Reasoning: Exposure and business criticality are high due to the reliance on infrastructure and the potential impacts of disruptions.

15. E-commerce

  • Business Criticality: 8
  • Data Sensitivity: 9
  • Compliance Scope: 6
  • Network Exposure: 10

Reasoning: Exposure is high due to constant internet connectivity, requiring stringent data protection for extensive customer information, while the uninterrupted operation of e-commerce platforms is essential for maintaining business continuity.

Organization & Project Risk Settings

Risk attributes can be weighted at both the organization and project levels.

Organization & Project Risk Weighting Interaction

Although risk attributes can be weighted at both the organization and project levels, these do not interact with each other when calculating risk scores.

Organization Risk Settings control the default risk attribute weights for all projects within your Nucleus organization and can be overriden at the Project level. If you set weightings at the organization level but not at the project level, all projects will have that weighting.

If you configure risk attribute weights within a project itself, these weights take precedence over the organization-level weights and will apply within that project. Any changes to the organization-level weights will have no impact in the project.
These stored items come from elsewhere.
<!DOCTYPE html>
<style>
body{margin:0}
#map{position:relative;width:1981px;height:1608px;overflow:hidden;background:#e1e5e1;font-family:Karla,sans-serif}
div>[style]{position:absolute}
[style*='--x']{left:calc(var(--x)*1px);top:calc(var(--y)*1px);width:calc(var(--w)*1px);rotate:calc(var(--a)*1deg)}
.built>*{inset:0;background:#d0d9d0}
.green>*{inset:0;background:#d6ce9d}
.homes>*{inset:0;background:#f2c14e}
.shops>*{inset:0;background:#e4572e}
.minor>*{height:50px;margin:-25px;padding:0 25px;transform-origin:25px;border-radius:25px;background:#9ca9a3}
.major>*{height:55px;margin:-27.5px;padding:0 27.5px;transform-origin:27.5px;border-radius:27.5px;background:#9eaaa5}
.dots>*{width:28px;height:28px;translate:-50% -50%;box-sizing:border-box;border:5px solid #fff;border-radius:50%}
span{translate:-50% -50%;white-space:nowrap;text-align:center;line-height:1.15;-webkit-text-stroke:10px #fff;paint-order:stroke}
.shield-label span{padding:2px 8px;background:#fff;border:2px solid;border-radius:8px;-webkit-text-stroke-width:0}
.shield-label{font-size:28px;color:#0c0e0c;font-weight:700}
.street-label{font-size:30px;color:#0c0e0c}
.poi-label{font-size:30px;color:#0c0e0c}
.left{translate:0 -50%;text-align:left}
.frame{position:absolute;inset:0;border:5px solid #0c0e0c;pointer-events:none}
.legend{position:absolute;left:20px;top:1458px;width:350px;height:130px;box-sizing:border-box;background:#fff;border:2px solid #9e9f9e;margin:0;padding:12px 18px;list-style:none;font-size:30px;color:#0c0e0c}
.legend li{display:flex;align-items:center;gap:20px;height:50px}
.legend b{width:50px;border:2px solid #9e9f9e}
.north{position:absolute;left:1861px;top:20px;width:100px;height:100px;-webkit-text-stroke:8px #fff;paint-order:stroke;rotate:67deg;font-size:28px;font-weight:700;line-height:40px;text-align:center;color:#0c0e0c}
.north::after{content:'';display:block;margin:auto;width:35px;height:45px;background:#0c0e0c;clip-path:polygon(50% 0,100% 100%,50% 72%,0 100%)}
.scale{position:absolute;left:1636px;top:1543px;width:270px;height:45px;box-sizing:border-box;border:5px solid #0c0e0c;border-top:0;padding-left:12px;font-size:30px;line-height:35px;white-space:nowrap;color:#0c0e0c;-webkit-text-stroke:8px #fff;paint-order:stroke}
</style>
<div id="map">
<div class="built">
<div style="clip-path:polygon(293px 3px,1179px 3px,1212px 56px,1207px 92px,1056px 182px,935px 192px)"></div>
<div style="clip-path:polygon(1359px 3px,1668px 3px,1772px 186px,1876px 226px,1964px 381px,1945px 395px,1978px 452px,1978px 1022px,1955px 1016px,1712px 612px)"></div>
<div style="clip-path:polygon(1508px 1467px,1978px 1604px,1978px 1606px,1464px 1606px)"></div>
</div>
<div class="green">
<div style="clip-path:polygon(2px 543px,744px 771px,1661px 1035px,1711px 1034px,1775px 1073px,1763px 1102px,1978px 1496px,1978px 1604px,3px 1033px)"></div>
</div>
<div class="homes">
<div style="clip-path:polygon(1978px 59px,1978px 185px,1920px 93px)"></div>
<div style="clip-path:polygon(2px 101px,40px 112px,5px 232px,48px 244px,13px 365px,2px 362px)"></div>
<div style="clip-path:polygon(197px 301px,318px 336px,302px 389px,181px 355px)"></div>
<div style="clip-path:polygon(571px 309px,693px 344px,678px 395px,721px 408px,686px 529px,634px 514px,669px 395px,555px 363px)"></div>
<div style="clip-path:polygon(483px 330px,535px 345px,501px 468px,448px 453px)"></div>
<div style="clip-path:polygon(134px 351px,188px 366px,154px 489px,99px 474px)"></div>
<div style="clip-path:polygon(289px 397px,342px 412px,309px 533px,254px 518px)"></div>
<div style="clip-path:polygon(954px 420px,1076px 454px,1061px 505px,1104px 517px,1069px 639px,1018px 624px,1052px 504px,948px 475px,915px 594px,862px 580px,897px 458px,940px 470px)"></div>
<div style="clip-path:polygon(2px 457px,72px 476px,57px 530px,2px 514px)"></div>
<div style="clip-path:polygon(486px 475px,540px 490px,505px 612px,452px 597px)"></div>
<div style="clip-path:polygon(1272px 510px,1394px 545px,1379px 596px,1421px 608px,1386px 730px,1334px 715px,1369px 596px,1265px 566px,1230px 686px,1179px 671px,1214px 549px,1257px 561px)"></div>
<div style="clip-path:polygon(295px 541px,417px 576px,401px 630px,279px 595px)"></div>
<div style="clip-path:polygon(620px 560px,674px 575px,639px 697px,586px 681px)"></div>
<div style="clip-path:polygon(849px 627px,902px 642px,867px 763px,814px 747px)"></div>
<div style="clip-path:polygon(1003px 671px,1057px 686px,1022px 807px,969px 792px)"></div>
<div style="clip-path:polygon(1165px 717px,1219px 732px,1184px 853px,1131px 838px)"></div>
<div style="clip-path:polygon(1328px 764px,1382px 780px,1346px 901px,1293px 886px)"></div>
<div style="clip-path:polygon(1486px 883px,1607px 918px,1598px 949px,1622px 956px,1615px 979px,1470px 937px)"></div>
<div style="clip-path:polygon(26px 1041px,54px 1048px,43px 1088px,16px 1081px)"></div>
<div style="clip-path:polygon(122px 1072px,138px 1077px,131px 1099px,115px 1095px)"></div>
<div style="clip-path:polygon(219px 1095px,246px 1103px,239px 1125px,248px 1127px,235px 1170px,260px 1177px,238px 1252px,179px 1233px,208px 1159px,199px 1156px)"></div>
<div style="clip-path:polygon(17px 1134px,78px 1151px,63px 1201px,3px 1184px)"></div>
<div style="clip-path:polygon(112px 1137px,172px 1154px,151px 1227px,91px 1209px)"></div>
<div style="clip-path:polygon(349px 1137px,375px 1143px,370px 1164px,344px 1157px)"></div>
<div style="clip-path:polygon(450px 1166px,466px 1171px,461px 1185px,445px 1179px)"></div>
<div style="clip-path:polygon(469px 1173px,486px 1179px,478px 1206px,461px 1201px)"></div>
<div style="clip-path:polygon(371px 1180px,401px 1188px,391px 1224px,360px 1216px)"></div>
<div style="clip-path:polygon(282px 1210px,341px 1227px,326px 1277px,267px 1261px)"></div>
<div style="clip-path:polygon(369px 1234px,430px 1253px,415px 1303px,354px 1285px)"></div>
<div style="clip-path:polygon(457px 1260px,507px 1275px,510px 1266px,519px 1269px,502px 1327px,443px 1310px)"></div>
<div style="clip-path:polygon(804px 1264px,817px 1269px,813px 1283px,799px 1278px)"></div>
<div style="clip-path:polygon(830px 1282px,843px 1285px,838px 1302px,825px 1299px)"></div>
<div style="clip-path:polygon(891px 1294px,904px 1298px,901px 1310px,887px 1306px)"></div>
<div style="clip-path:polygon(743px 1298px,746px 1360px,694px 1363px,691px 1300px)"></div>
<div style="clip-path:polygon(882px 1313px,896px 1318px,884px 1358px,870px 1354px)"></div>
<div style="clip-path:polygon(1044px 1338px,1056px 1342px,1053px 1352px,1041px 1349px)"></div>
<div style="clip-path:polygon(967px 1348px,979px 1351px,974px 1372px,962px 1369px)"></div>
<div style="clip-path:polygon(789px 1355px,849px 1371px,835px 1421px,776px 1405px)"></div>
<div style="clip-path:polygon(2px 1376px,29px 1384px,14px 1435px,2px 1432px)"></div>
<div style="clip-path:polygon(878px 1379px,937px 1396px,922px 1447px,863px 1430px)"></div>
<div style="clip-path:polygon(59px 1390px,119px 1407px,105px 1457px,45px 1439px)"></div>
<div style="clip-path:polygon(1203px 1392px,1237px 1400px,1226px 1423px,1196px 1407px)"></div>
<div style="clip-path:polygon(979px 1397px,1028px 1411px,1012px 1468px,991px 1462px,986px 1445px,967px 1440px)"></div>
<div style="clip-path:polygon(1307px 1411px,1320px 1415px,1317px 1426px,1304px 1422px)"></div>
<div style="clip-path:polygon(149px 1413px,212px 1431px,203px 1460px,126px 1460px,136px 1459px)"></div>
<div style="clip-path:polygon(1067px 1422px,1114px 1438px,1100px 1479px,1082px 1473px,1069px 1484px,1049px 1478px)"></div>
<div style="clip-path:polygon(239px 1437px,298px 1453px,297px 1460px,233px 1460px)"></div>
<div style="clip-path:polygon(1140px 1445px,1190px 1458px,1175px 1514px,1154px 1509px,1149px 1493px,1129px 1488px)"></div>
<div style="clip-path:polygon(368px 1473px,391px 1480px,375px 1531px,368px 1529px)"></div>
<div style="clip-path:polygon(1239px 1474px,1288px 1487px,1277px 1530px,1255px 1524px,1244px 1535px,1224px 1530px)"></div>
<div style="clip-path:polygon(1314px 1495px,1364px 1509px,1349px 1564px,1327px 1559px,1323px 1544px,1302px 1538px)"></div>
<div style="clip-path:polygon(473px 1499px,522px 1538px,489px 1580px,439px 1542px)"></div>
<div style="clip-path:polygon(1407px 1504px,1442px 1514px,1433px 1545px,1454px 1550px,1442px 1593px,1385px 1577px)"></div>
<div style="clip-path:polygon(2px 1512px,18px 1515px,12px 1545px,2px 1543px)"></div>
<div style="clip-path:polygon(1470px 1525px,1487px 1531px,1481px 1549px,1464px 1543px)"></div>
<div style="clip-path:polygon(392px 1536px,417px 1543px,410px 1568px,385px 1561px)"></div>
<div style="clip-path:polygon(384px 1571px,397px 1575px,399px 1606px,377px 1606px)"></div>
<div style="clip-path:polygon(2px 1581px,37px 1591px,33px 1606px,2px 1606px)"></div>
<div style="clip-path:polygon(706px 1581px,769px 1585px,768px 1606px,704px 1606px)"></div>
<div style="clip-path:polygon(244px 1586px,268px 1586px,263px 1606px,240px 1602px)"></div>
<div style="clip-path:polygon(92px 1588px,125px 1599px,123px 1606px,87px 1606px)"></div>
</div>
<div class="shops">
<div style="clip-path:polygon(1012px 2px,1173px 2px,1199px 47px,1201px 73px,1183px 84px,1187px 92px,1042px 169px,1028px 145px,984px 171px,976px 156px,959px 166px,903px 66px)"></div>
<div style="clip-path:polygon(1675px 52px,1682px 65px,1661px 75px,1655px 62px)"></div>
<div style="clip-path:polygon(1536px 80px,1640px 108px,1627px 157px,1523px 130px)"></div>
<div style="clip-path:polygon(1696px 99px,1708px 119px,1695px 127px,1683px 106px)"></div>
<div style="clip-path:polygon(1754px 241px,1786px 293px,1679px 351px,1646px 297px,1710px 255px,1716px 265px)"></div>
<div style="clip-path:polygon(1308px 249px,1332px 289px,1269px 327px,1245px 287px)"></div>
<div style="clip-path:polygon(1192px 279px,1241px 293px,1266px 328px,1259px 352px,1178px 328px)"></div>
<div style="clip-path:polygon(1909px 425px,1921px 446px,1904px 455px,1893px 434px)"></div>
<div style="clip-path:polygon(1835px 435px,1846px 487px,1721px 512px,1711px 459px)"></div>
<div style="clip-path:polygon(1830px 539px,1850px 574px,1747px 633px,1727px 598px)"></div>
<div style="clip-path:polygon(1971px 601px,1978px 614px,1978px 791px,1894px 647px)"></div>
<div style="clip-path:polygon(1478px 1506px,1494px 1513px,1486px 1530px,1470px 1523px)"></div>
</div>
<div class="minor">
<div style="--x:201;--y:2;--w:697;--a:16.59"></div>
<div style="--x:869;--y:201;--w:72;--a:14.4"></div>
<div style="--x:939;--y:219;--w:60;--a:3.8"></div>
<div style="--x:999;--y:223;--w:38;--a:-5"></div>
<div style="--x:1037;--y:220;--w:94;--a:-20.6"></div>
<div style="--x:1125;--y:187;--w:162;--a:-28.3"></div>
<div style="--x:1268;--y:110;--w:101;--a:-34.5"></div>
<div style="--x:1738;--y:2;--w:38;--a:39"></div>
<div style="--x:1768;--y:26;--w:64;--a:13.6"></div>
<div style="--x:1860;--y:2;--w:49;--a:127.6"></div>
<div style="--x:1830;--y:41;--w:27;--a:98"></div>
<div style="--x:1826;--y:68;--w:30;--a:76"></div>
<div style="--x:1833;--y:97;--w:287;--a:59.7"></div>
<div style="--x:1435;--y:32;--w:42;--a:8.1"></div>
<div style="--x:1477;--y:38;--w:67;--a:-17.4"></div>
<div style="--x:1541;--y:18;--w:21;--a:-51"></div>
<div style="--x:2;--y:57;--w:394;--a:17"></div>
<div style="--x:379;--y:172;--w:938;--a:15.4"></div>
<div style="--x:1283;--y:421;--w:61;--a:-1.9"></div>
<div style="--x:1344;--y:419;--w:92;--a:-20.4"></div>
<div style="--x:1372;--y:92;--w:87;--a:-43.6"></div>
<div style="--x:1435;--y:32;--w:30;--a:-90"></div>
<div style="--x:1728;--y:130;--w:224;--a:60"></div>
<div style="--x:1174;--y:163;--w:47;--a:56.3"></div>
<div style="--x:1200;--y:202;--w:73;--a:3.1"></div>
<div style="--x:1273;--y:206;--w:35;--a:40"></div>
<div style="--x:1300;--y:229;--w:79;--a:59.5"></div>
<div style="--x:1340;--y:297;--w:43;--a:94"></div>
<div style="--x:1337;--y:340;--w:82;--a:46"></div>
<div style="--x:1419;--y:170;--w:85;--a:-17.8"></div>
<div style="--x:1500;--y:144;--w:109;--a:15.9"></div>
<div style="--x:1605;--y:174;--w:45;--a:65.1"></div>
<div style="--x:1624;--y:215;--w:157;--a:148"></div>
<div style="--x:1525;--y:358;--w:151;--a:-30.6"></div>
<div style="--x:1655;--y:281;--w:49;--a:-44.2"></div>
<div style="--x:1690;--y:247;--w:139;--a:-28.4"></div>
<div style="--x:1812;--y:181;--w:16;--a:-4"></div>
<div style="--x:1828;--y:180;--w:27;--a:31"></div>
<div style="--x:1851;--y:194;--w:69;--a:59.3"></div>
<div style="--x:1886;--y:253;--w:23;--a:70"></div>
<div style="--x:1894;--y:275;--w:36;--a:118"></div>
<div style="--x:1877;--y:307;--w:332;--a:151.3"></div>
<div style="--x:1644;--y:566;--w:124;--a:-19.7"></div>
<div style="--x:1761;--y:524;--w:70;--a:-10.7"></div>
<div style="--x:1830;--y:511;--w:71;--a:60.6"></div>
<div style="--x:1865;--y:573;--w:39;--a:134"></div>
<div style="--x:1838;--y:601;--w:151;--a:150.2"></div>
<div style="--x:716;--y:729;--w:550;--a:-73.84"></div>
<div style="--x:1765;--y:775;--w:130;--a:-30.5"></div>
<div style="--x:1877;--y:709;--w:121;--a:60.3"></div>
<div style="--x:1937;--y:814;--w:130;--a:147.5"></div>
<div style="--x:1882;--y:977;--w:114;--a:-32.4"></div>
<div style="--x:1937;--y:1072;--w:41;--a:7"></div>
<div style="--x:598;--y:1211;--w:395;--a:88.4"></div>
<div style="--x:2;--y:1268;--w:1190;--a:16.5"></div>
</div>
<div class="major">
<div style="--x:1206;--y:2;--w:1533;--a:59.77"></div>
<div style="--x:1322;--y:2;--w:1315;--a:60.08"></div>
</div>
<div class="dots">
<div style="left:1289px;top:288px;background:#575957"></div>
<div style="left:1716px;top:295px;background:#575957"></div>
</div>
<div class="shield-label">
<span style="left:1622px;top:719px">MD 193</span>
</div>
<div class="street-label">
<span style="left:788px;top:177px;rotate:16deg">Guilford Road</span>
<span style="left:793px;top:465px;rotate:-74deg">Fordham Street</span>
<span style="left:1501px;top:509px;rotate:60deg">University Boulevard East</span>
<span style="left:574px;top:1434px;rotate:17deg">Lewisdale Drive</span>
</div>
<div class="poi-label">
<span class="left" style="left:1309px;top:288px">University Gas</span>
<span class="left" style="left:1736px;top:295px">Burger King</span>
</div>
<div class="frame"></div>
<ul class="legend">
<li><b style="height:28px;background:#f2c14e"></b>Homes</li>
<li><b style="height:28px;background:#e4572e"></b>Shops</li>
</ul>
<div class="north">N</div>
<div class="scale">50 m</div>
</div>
Adjusting weightings at the Project Level

  1. Navigate to Global Dashboard > Select your project > Project Administration > Risk Settings.

project risk settings.png

  1. In the pop-up modal, adjust the setting for each of Business Criticality, Data Sensitivity, Network Exposure and Compliance Scope.

risk setting popup.png

  1. Click Save.

After saving, the project's risk scores will be recalculated. This may take a few minutes to complete.

Adjusting weightings at the Organization level

  1. In Nucleus, navigate to Global Dashboard -> Global Administration > Risk Settings.

org risk settings.png

  1. In the pop-up modal, adjust the setting for each of Business Criticality, Data Sensitivity, Network Exposure and Compliance Scope.

adjust org risk settings.png

  1. Click Save.

After saving, each project's risk scores will be recalculated. This may take a few minutes to complete.